January 18 was the start of all the festivities of the inauguration. There was a big concert at the Lincoln Memorial and it was packed. We tried to get as close as possible, but we ended becoming like fish in a can and bunched up around crowds of people. The scene following the concert was insane. We all were scattered around the Mall and were to head to a certain point. However, our information was erroneous, and we went to the wrong pick up spot. So, we ended up going to different places around the city.
“Oh my god, it was so much fun,” one of the boys from our school said. We ended up finding our workshop leaders and slowly, in small groups, our workshop classmates returned also.
January 20 is forever going to be in all of our memories. We woke up at three in the morning to get ready to leave. We met downstairs from our rooms and it looked like most of us were still in dreamland. We stepped outside and the wind chill was just harsh. We were the first group waiting for the Metro to come by. When the Metro arrived, we could see that it was already jam packed with people.
In the Metro station, we could hear masses of people chanting “Obama…Obama!!” Despite the very early hour, the streets were already crowded with people. We entered the Mall, and went our separate directions. The temperature felt like it was below zero, plus the wind-chill made it extra cold. Some of us who couldn’t take the harsh conditions that “huddled up like birds in a nest” said our Logan teacher, Jeffrey Ustick.
The sun slowly rose and we could feel a small amount of heat coming. The clock finally struck the top of the hour and Barack Obama made his appearance. During his speech, we could feel the energy of the whole crowd; it almost brought tears to some of us.
“Our spirit is stronger, and cannot be broken. You cannot outlast us, and we will defeat you.” This line was the most reassuring moment in my experience. The power of the people is strong within our nation.
From this experience, I’ve learned that we need to look upon the past, and learn the mistakes we’ve made and try not to repeat them. People’s lives have been lost for the sake of the future. The thousands of graves, to the guards of the unknown soldier show that we have responsibilities we need to uphold, and to continue the struggle.

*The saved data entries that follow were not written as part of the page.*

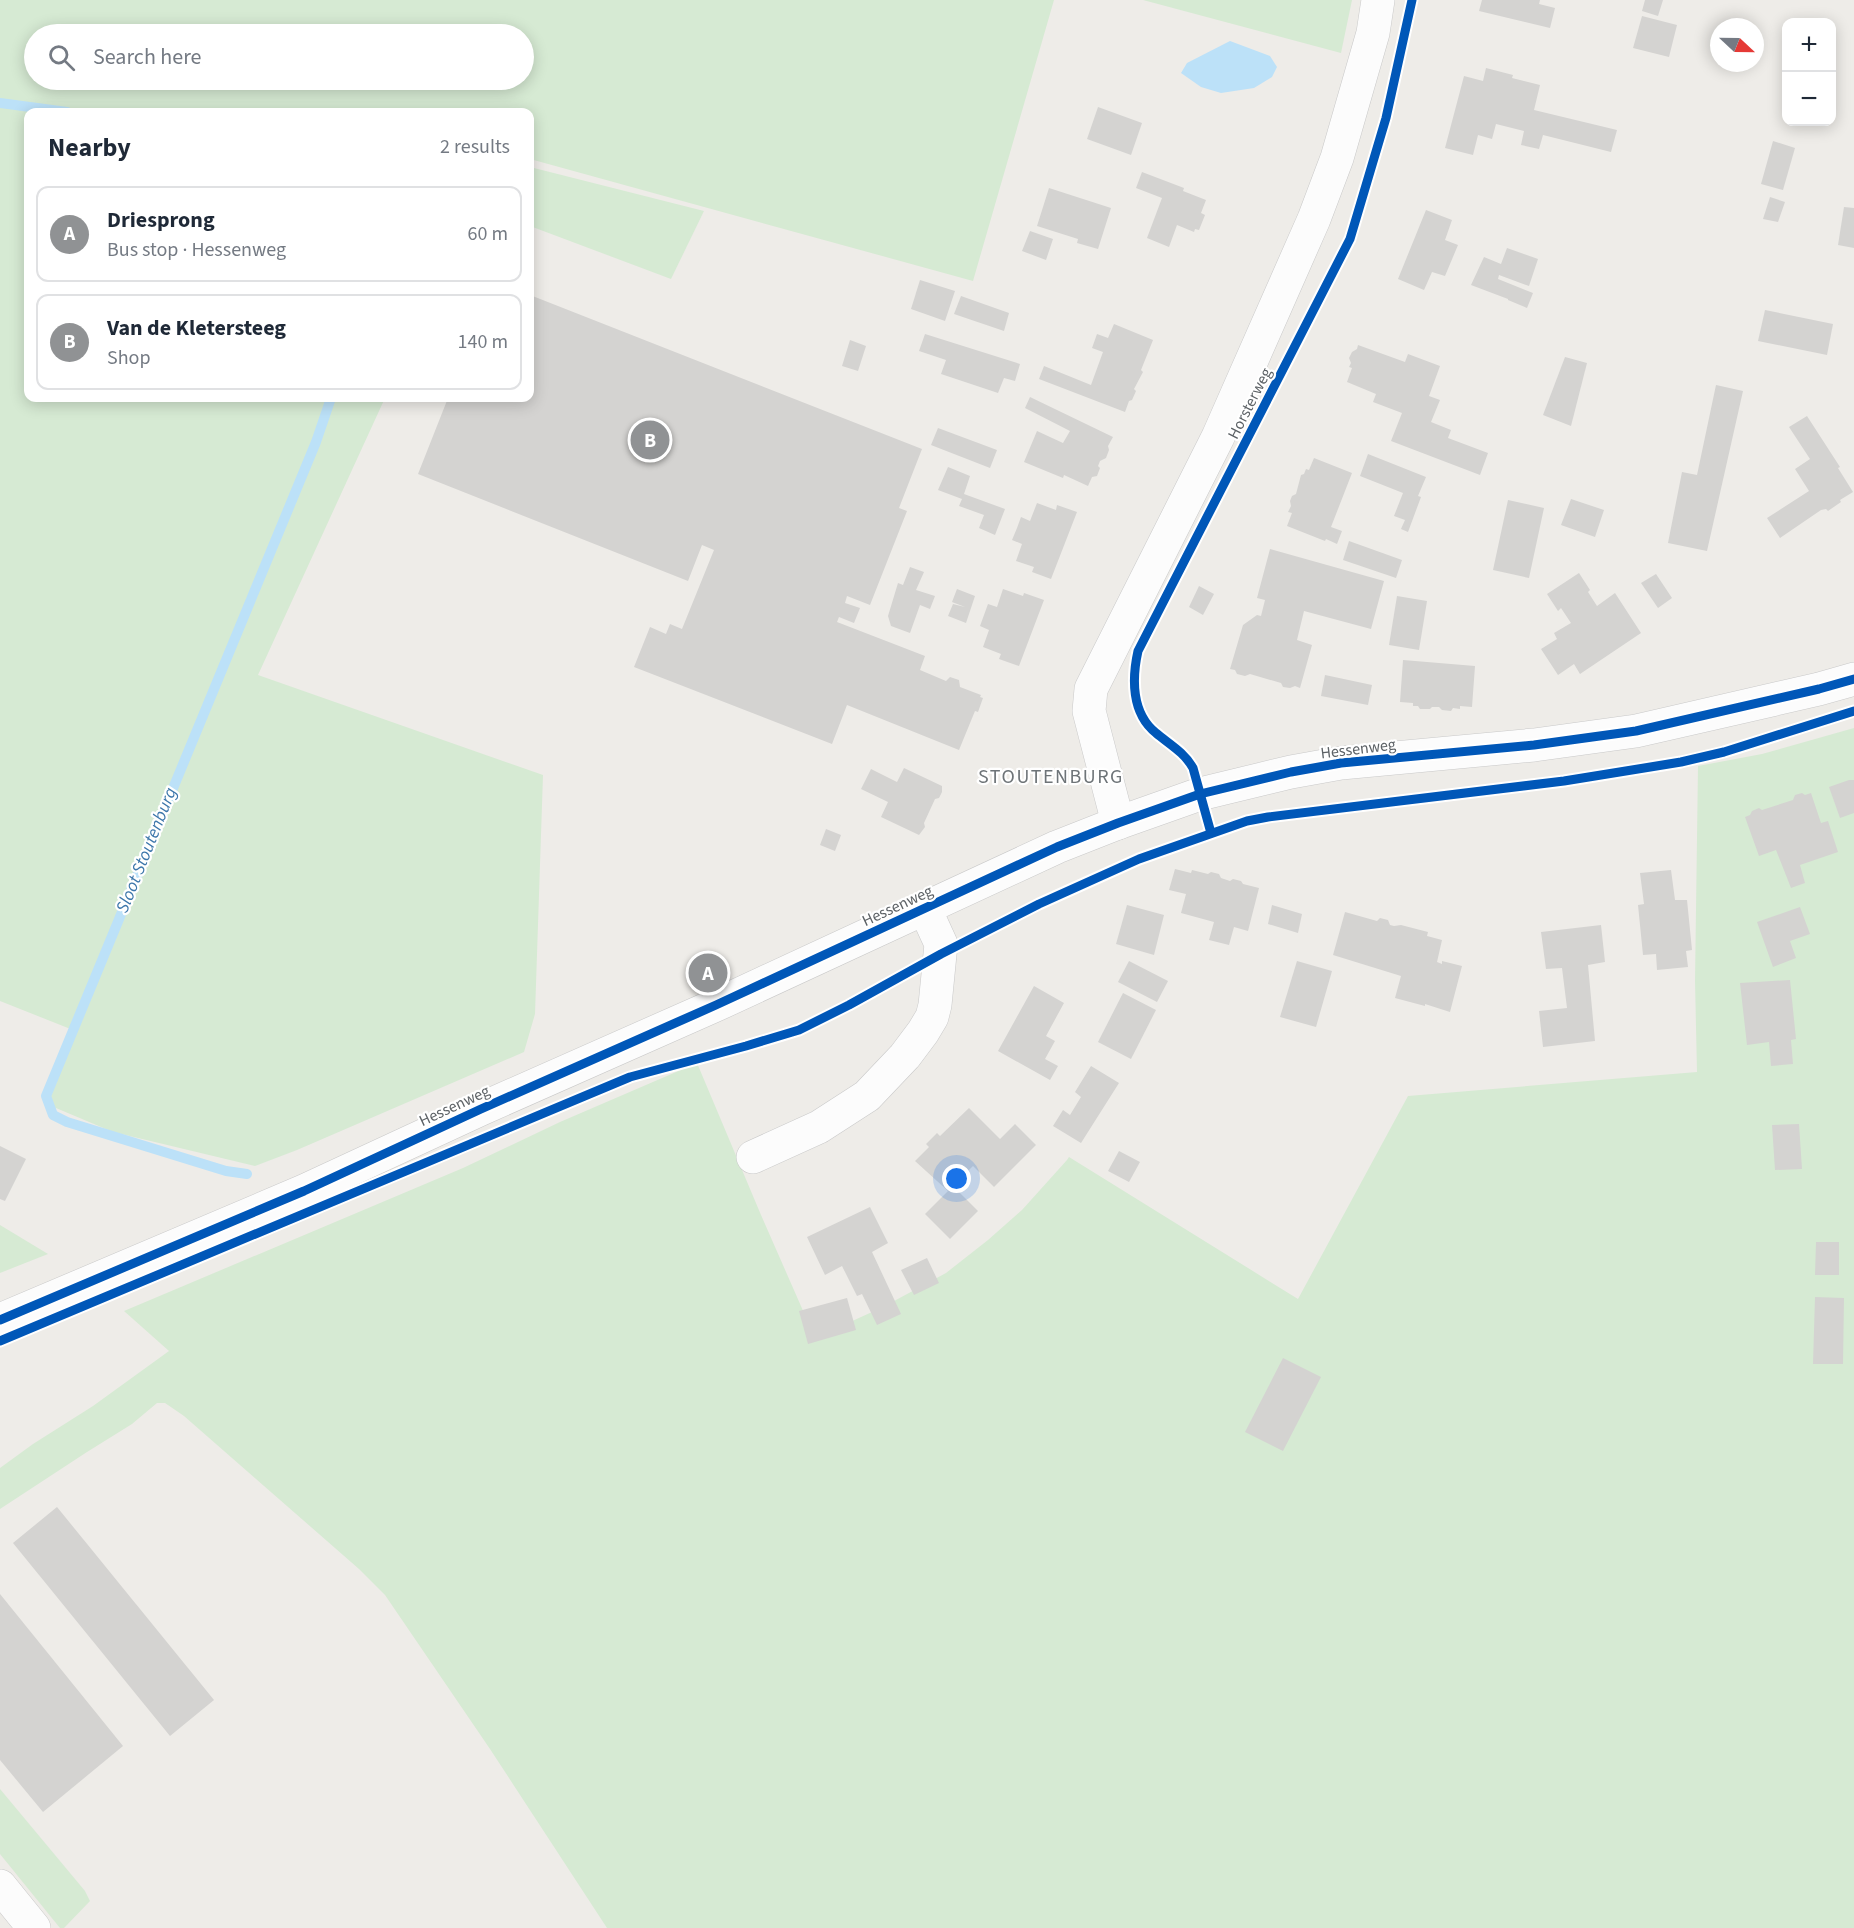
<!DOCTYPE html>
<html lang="en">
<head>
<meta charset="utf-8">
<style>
  body { margin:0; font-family:"Source Sans 3",sans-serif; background:#f6f6f7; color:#1f2937 }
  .controls { position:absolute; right:18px; top:18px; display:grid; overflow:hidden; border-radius:12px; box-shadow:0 3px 15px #0003 }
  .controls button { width:54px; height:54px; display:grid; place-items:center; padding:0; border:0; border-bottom:2px solid #e0e1e3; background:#fff; color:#1f2937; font:30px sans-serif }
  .compass { position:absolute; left:1710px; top:18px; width:54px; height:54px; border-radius:50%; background:#fff; box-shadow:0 3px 15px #0003; rotate:112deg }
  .you { position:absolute; left:957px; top:1179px; width:21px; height:21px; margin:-15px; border:4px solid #fff; border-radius:50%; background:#1a73e8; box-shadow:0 0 0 9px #1a73e833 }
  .badge { display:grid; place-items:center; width:39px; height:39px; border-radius:50%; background:#909294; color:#fff; font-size:20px; font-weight:700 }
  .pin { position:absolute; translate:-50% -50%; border:3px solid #fff; box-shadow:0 2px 6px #0006 }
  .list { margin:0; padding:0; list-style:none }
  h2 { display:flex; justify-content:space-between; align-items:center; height:78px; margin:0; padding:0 24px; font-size:26px }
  h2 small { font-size:20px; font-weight:400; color:#747a83 }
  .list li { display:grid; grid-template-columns:39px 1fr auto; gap:18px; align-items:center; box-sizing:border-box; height:96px; margin:0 12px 12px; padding:0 12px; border:2px solid #e0e1e3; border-radius:12px }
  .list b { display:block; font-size:22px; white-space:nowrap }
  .list p { margin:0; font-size:20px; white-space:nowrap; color:#747a83 }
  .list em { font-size:20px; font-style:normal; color:#747a83 }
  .icon { flex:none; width:33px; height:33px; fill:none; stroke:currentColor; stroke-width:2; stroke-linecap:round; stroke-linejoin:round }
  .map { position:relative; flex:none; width:1854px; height:1928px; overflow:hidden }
  .search { position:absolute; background:#fff; box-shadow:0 3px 15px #0003; left:24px; top:24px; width:510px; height:66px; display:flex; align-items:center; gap:15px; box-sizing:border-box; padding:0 21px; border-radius:33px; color:#747a83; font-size:22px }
  .panel { position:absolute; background:#fff; box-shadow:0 3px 15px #0003; left:24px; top:108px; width:510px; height:294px; border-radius:12px }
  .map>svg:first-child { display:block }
  .green { fill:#d6ead3; fill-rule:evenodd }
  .water { fill:#bce1f8 }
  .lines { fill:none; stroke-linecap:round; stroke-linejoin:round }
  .stream { stroke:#bce1f8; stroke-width:10 }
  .building { fill:#d4d3d1 }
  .minor-casing { stroke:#c9c9c9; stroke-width:34 }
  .minor { stroke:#fcfcfc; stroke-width:33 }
  .cycleway-casing { stroke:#fff; stroke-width:13 }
  .cycleway { stroke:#0057b8; stroke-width:9 }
  .labels { text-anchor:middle; stroke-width:4.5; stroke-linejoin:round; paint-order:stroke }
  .street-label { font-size:16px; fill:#5d6266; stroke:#fff }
  .water-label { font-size:18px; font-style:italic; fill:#3d77ab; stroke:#fff }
  .quarter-label { font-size:20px; letter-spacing:1.5px; fill:#6e7478; stroke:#fff }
</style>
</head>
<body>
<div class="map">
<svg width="1854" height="1928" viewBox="0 0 1854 1928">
  <rect width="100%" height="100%" fill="#eeece8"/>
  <g class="green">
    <path d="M 0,0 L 1054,0 L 973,281 L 530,159 L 530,112 L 28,112 L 28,398 L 385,398 L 258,675 L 543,775 L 535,1014 L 524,1052 L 297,1150 L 255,1166 L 113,1132 L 44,1103 L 73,1030 L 0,1001 ZM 34,34 L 524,34 L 524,80 L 34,80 Z"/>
    <polygon points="1143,0 1352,0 1341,53"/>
    <polygon points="530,167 704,211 671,279 530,226"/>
    <polygon points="1854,728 1854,1928 607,1928 490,1749 385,1595 359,1569 184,1416 165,1403 157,1403 132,1424 87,1452 0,1509 0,1468 33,1444 93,1406 169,1351 124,1311 463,1168 560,1122 697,1063 761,1215 815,1338 883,1307 946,1273 988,1240 1022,1210 1067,1160 1069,1157 1298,1299 1408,1096 1697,1072 1695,981 1698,766 1762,754"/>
    <polygon points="0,1225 48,1254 0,1273"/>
    <polygon points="0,1789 85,1891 90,1901 64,1928 60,1928 0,1854"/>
  </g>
  <polygon class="water" points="1230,41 1270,56 1277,67 1272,77 1254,88 1221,93 1201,87 1181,73 1187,63"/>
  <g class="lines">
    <g class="stream">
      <polyline points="0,103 67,112"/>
      <polyline points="247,1174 226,1171 67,1122 53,1115 46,1096 316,442 331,398"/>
    </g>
  </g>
  <g class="building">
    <polygon points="1482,0 1540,0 1539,4 1555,8 1550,28 1479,11"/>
    <polygon points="1645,0 1663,0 1658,16 1642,11"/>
    <polygon points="1642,16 1677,25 1669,57 1633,48"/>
    <polygon points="1486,68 1513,75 1512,78 1540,85 1534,110 1617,130 1611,152 1543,135 1539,149 1521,145 1524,131 1496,124 1492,139 1478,135 1473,155 1445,148 1464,76 1483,81"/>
    <polygon points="1098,107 1142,123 1131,155 1087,139"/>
    <polygon points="1773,141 1795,148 1783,190 1761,184"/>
    <polygon points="1142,172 1184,188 1183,191 1206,200 1201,213 1205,215 1199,230 1195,229 1194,232 1177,225 1169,247 1147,238 1162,198 1136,188"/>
    <polygon points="1049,188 1111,208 1098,249 1077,243 1078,239 1037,226"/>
    <polygon points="1770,197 1785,202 1778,222 1763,219"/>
    <polygon points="1844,207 1854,208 1854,248 1838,245"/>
    <polygon points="1426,210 1452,220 1445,240 1458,245 1445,276 1432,272 1424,290 1398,279"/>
    <polygon points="1030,231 1053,239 1046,260 1022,251"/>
    <polygon points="1507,248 1538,259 1529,286 1499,275 1498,279 1533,293 1527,308 1508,300 1508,299 1471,285 1484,257 1501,264"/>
    <polygon points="920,280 955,291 945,321 911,309"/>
    <polygon points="530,295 922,449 899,508 907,511 870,605 847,596 845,603 860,608 854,623 839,617 837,622 925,656 920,670 946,681 950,677 959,680 960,687 981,695 980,697 983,698 978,712 975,711 959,750 847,705 832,744 634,667 650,627 666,634 670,624 682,629 714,550 702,545 688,581 418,474 448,398 530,398"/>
    <polygon points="961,296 1009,313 1004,331 954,314"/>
    <polygon points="1765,310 1833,324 1827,355 1758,341"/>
    <polygon points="1114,324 1153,340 1141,370 1143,372 1134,389 1136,391 1132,400 1129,401 1125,412 1039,379 1044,366 1091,385 1103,352 1092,348 1097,334 1108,338"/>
    <polygon points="925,334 1020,364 1015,381 1004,378 998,393 941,374 946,360 919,351"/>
    <polygon points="850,340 866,346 858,371 842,366"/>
    <polygon points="1358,345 1405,362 1408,354 1440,366 1429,396 1440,400 1431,422 1451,430 1448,438 1488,453 1480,475 1391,441 1402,413 1373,402 1376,394 1347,382 1352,368 1349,367 1351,363 1349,358 1352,352 1357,349"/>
    <polygon points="1565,357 1587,363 1571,426 1543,415"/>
    <polygon points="1716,385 1743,391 1707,551 1668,543 1682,472 1697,475"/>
    <polygon points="1030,397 1113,437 1108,446 1109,450 1106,458 1100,461 1098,466 1100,468 1097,476 1092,477 1088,486 1064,475 1063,478 1024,462 1037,431 1063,443 1070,431 1025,408"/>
    <polygon points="1807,416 1840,467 1838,468 1853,492 1840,500 1841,502 1828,511 1826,509 1821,510 1780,538 1767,518 1809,491 1795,469 1810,459 1789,427"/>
    <polygon points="938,428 997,450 990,468 931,445"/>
    <polygon points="1368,454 1426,477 1418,496 1421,497 1408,532 1401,529 1405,520 1394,516 1403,493 1360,476"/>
    <polygon points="1314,458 1352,473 1331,527 1342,531 1337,544 1326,539 1325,541 1287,526 1292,513 1288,512 1291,506 1290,501 1292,496 1296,494 1301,475 1304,474 1306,469 1309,470"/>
    <polygon points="948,467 970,476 964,494 1005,509 995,535 979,528 984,515 959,506 962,499 938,490"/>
    <polygon points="1571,499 1604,510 1595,537 1561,525"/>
    <polygon points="1508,500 1544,508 1529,578 1493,570"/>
    <polygon points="1037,503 1056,510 1057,505 1077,512 1051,579 1032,572 1034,567 1016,561 1022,544 1012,540 1017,528 1021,517 1030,521"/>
    <polygon points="1349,541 1402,560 1396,578 1343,560"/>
    <polygon points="1270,549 1384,581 1371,629 1304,611 1297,640 1312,645 1300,688 1295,686 1290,688 1283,687 1281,683 1250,674 1245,676 1237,674 1235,670 1230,669 1243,625 1257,615 1261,616 1265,600 1257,598"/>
    <polygon points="910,567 924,572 916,590 935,596 930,609 920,605 910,633 891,626 888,616 898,583 903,585"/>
    <polygon points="1579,573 1590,590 1588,592 1597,606 1615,593 1641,633 1580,674 1574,664 1558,675 1541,649 1557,639 1554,633 1571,623 1561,608 1558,611 1547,594"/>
    <polygon points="1656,574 1672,598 1658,608 1641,583"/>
    <polygon points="1199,586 1214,594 1203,615 1189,607"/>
    <polygon points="957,589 975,596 966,623 948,616 953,604 965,607 952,602"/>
    <polygon points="1003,589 1023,596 1024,593 1044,600 1019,666 999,659 1001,654 983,647 989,630 980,626 988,604 997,607"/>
    <polygon points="1397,596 1427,601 1419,650 1389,645"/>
    <polygon points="1403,660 1475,666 1472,707 1460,706 1460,709 1453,708 1451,711 1442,710 1439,707 1432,707 1430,709 1420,709 1418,706 1413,706 1413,703 1400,702"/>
    <polygon points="1325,675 1372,685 1368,705 1321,696"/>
    <polygon points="904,768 942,786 942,792 939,798 935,799 924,823 925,827 919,835 881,817 888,802 861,789 871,769 897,782"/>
    <polygon points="1849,780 1854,780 1854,813 1840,818 1829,787"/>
    <polygon points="1802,793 1805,795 1811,793 1821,823 1828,821 1838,852 1800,865 1805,883 1791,888 1776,850 1759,856 1745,817 1750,815 1752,811 1759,808 1762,810 1793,800 1795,795"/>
    <polygon points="826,829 841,835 835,851 820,845"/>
    <polygon points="1175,869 1191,873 1192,870 1208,874 1211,872 1219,874 1221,878 1230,881 1233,879 1241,881 1243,884 1259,888 1248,931 1234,927 1229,945 1209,940 1214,922 1181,913 1186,894 1169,890"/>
    <polygon points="1671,870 1675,900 1687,900 1692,950 1686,951 1688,967 1657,970 1656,954 1643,955 1638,905 1644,904 1640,873"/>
    <polygon points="1127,905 1164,915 1154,955 1116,944"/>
    <polygon points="1272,905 1302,914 1298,933 1268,924"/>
    <polygon points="1800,907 1810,934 1790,941 1796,958 1773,967 1757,922"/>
    <polygon points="1345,912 1377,921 1380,918 1388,920 1390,925 1394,926 1401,925 1428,932 1427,936 1442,940 1437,962 1442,964 1442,961 1462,966 1450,1012 1425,1004 1425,1006 1395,998 1401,976 1333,955"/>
    <polygon points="1601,925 1605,962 1588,965 1595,1041 1543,1047 1539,1011 1567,1008 1562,968 1546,969 1541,932"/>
    <polygon points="1129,961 1168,981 1157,1002 1118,982"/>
    <polygon points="1297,961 1332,971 1316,1027 1280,1017"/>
    <polygon points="1790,980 1796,1039 1791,1040 1793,1064 1771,1066 1769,1042 1747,1045 1740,983"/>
    <polygon points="1034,986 1064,1003 1046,1036 1055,1041 1045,1059 1058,1066 1050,1080 998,1051"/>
    <polygon points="1123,993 1156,1010 1131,1059 1098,1042"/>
    <polygon points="1091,1066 1119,1083 1081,1143 1053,1126 1063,1110 1070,1115 1081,1097 1075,1092"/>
    <polygon points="969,1108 1000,1139 1015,1124 1036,1145 994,1187 973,1166 953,1186 978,1211 950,1239 925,1214 948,1191 915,1161 929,1147 926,1144 937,1133 940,1136"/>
    <polygon points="1799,1124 1802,1169 1775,1170 1772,1125"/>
    <polygon points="0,1146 26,1159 5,1201 0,1199"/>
    <polygon points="1119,1151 1140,1162 1129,1182 1108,1171"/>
    <polygon points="870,1207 888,1243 872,1252 901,1314 877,1325 862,1294 857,1296 842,1266 825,1275 807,1237"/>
    <polygon points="1816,1242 1839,1242 1839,1275 1815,1275"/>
    <polygon points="927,1258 939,1283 914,1295 901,1270"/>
    <polygon points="1815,1297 1844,1298 1843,1364 1813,1364"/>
    <polygon points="847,1298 856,1330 808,1344 799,1311"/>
    <polygon points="1283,1358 1321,1377 1283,1451 1245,1432"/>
    <polygon points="57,1507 214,1700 170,1736 13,1543"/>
    <polygon points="0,1594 123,1746 43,1812 0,1760"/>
  </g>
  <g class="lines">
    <defs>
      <g id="minor">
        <polyline points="1118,823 1089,711 1091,689 1218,437 1314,219 1337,158 1373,33 1378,0"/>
        <polyline points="753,1157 819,1127 867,1096 905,1056 923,1032 932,1017 935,1005 941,944 925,909"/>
        <polyline points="0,1320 304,1191 481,1109 716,1005 1057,847 1118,823 1200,794 1291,772 1341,763 1534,745 1636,731 1819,689 1854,679"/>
        <polyline points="0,1886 34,1928"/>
      </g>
    </defs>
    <use href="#minor" class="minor-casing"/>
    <use href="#minor" class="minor"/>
    <defs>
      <g id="cycleway">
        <path d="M 1211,833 L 1193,768 C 1184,752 1169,744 1156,733 C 1131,713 1132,678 1138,651 L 1350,239 L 1386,118 L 1412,0"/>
        <polyline points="0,1320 304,1191 481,1109 716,1005 1057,847 1118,823 1200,794 1291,772 1341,763 1534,745 1636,731 1819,689 1854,679"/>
        <polyline points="0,1341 630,1077 746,1046 799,1030 849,1005 941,954 1039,904 1139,859 1247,821 1268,817 1564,781 1681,762 1724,752 1854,711"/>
      </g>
    </defs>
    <use href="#cycleway" class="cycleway-casing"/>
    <use href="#cycleway" class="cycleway"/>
  </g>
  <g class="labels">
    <g class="street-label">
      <text transform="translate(1249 403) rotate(-63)" y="6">Horsterweg</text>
      <text transform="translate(1358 748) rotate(-7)" y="6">Hessenweg</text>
      <text transform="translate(897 905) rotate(-25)" y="6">Hessenweg</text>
      <text transform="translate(454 1105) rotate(-25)" y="6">Hessenweg</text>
    </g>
    <g class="water-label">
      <text transform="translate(146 850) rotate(-68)" y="6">Sloot Stoutenburg</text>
    </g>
    <g class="quarter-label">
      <text x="1051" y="783">STOUTENBURG</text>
    </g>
  </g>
</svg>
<div class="controls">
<button>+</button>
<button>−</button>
</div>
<svg class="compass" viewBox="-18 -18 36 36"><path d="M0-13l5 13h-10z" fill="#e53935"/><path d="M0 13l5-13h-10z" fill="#747a83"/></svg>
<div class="you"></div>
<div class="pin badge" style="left:708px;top:973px">A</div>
<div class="pin badge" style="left:650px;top:440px">B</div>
<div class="search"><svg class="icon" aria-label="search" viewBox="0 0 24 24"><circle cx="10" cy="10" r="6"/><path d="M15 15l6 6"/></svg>Search here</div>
<section class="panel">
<h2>Nearby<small>2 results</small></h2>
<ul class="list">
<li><span class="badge">A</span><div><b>Driesprong</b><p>Bus stop · Hessenweg</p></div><em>60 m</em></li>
<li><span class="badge">B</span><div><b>Van de Kletersteeg</b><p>Shop</p></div><em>140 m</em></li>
</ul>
</section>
</div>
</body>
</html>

We are strong as a nation, but not as individual people. I’ve learned that we need to treasure our history and the people who wrote in it.
Rosa Parks sat on the bus in 1955. Martin Luther King Jr. walked the steps of the Lincoln Memorial in 1963 to say “I have a dream." Barack Obama ran for president in 2008 so that one day, the children of today, we the people of the United States of America, can one day fly.